¤12.BÖLÜM/ACIMASIZ¤

Start from the beginning
                                    

Karanlıkta yüzü belli olmasa da gözleri, gökyüzünü aydınlatan yıldızlar kadar parlaktı. Içimdeki tek umut ışığını sömürecek kadar da kudretli.

Benden intikamını almak için buradaydı fakat intikam soğuk yenen bir yemekse; Bir dahaki sefere içine zehir katacaktım.

Kapının ardından gelen müzik sesi kulaklarıma ulaşamıyordu, kalbimin sesini duyar gibiydim hâlen.

Gözlerim bir an merdivenlere kaydığında, yukarıya kaç saniyede ulaşabileceğimi hesaplamaya çalışıyordum.

"Kaçmayı aklından bile geçirme." Nefesini düzene sokamadığından boğuk çıkmıştı sesi.

Lâkin keskin uyarısı beni durdurmaya yetmemişti. Cümlesini bitirir bitirmez bir saniye daha düşünmeden koşmaya başladım.

Arkamdan geldiğini duyduğum an, kalbim bir tık daha hızlandı. Koşarken önümü görmekte zorlanıyordum, buna rağmen koşmaya devam ettim.

Merdivenlere ulaştığımda birkaç basamak cıkmıştım ki, ayak bileğime sarılan güclü bir el diğer basamağımın önünü kesmişti.

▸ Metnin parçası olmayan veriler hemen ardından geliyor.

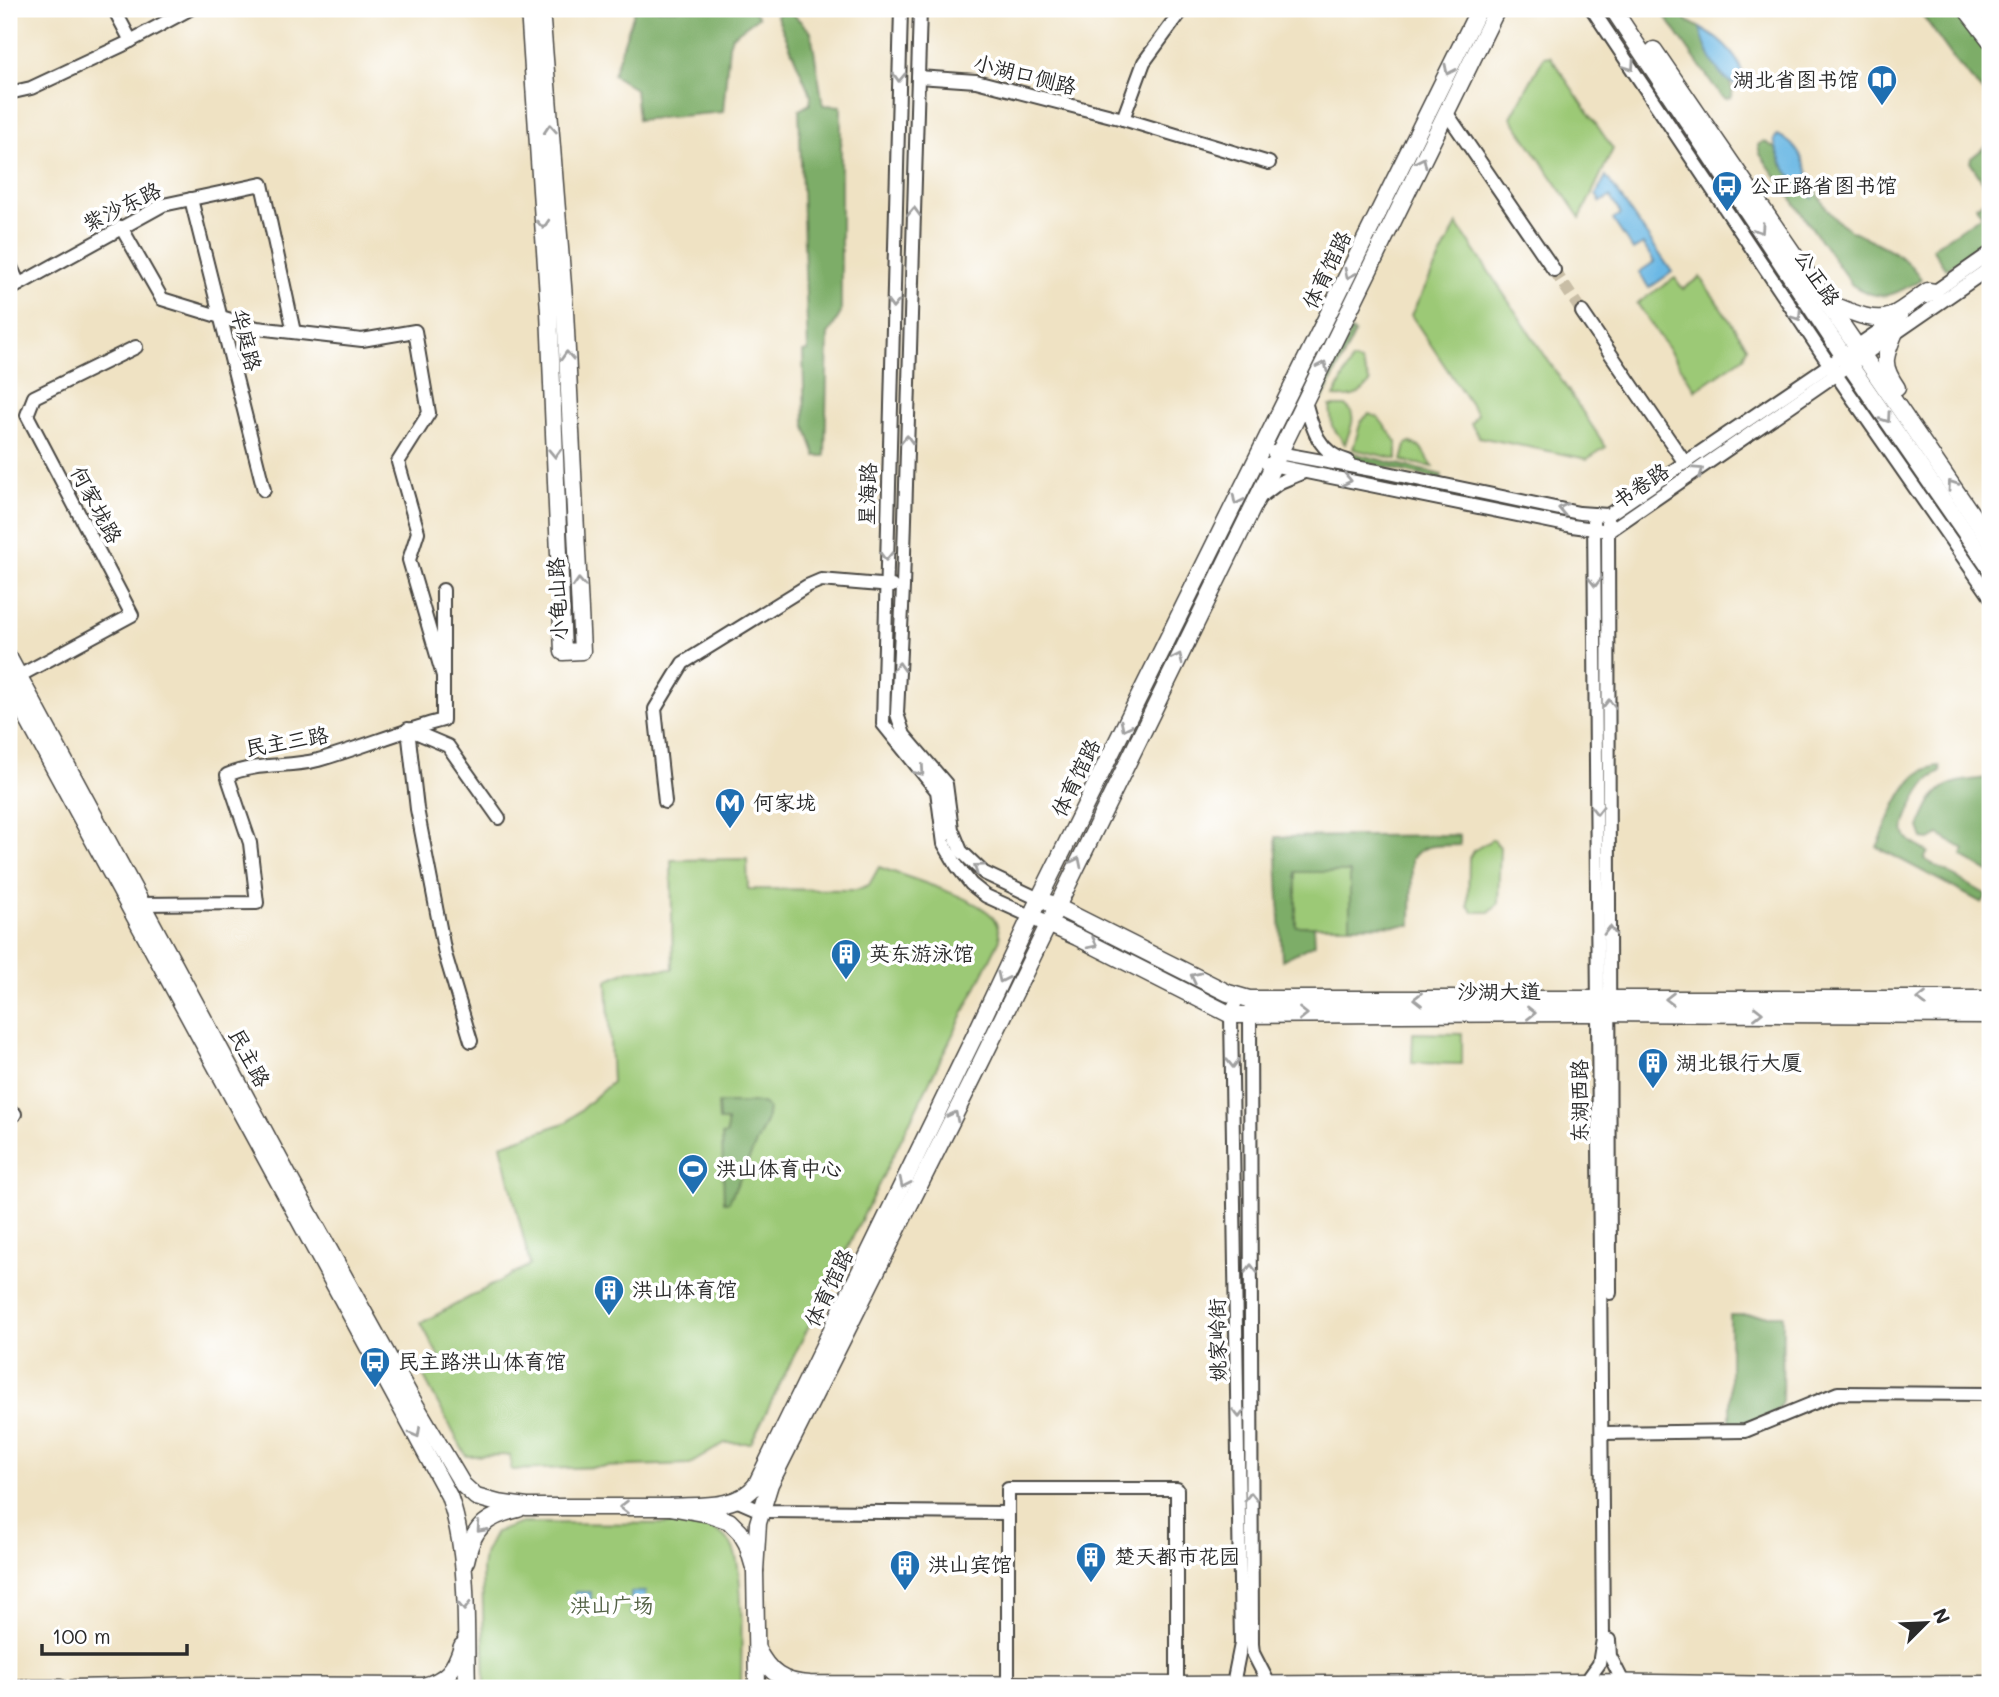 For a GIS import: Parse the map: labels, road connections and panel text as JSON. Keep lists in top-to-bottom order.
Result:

Merdivenlerin üzerine mecburi iniş yaptığımda, vakit kaybetmeden üzerime çıktı ve bütün ağırlığını vererek kaçış alanımı kısıtladı.

"Bırak beni!" Deli gibi bağırmaya başladığımda, onu üzerimden atabilmek için debelenmeye başladım.

Bacaklarımı, bacaklarının arasına alıp kıstırdı ve aynı hamleyi bileklerime uygulayamadan yüzüne sert bir yumruk indirdim.

Attığım yumruktan bir gram etkilenmeden bileklerimi yakalayıp, tek eliyle sıkıca tuttu. Bandajlı eliylede ağzımı kapattığında, burnuma dolan kan kokusu midemi havaya kaldırmıştı.

"Yazık, bakıyorum bu sefer kalbime saplayacağın bir çakı yok elinde." Yüzünü, burunlarımız birbirine değene kadar yaklaştırdı ve onu inceleme fırsatı vermeden boynuma gömdü kafasını.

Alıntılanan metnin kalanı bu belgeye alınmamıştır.